Un spectacle magique, d’une très grande force émotive, d’une grande sincérité.
Cìncali, traduit, adapté et interprété par Hervé Guerrisi à la Vénerie de Bruxelles, évoque la vie des mineurs italiens en Belgique dans l’après-guerre. Le récit est livré à travers le verbe truculent du facteur, resté dans son village des Pouilles pour distribuer, lire et écrire le courrier. Pinuccio, âgé de 16 ans lorsque les hommes commencent à s’exiler, est aujourd’hui la mémoire collective de son village.
«N’oublie jamais que tu es un petit-fils de mineur italien.» Cette phrase, maintes fois entendue pendant son enfance, a entraîné le comédien Hervé Guerrisi sur les traces de son histoire, de Bruxelles jusqu’au Salento, là-bas, tout au fond du talon de la botte. Elle lui a permis non seulement de savoir qui il est, mais aussi de nous offrir une heure et demie de ravissement.
Lorsque le grand-père d’Hervé Guerrisi quitte l’Italie, en 1948, le gouvernement s’est engagé à fournir à la Belgique 50 000 hommes de moins de 35 ans, à raison de 2 000 par semaine, en échange de la possibilité d’acquérir 200 kilos de charbon par jour.

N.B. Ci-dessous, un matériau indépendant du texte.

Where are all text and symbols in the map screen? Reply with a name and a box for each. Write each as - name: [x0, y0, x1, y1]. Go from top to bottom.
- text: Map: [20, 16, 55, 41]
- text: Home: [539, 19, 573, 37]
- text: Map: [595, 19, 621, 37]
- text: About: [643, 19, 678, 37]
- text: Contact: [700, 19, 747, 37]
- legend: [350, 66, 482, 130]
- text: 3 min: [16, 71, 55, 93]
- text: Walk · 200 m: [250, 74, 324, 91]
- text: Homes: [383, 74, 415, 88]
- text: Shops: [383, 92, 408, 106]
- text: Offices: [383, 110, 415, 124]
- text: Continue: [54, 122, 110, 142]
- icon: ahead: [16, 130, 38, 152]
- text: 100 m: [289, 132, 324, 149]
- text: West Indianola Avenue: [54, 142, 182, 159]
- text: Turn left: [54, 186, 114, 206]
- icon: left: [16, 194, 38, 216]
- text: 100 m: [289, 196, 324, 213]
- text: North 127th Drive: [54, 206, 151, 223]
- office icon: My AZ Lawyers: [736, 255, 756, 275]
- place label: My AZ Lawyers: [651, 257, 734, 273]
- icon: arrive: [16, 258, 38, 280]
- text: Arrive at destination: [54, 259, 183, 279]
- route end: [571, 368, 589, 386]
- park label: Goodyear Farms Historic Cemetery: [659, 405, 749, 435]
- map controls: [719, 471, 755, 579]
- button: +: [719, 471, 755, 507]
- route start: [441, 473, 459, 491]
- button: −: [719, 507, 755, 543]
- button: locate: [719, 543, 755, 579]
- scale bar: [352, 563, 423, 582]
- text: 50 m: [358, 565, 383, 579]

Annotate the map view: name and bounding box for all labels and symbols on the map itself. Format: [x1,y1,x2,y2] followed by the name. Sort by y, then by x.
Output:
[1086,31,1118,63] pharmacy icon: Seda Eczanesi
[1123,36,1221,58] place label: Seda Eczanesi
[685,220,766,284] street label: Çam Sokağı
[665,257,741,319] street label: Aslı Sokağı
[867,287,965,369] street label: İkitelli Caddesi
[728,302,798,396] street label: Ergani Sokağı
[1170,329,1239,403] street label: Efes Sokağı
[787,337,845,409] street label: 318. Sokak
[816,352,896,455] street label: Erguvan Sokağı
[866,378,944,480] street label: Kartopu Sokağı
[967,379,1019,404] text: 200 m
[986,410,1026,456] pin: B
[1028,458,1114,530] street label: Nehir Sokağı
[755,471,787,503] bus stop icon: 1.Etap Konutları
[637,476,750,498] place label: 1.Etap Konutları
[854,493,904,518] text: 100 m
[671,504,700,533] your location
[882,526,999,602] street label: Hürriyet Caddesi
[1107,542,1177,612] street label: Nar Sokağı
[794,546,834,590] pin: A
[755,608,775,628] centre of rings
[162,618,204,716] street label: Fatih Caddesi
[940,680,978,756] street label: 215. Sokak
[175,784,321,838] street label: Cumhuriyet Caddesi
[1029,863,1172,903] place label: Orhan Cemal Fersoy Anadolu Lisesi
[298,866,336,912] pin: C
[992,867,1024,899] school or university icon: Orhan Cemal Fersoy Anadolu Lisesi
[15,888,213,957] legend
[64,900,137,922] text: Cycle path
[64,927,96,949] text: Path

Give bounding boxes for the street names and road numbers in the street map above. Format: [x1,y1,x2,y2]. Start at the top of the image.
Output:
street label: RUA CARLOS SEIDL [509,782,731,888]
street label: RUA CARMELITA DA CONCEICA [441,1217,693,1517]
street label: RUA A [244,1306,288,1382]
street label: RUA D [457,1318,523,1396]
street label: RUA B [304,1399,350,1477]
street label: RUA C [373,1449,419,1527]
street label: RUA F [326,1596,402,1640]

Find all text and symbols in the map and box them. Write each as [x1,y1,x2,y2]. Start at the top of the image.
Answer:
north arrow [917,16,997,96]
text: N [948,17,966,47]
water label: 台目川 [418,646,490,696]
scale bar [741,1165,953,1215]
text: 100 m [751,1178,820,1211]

Les villages du sud, dont l’économie s’est effondrée en même temps que la société féodale, sont vidés de leurs hommes, sacrifiés pour la survie de leur famille mais aussi pour le développement économique de leur pays. La catastrophe de Fukushima nous rappelle à ce propos que les nécessités de la production énergétique font toujours peu de cas de la vie humaine.
Le «travail bien rémunéré», les «logements décents» et autres bienfaits vantés par les affiches placardées dans tout le pays au lendemain de la guerre cachent une réalité universelle, celle du déracinement volontaire, de l’exode économique, que le comédien évoque avec beaucoup de force et d’émotion : solitude, misère, épuisement du corps au travail, racisme.
Cìncali, déformation francophone de Zingari (gitans), est le terme péjoratif utilisé pour désigner les immigrés italiens.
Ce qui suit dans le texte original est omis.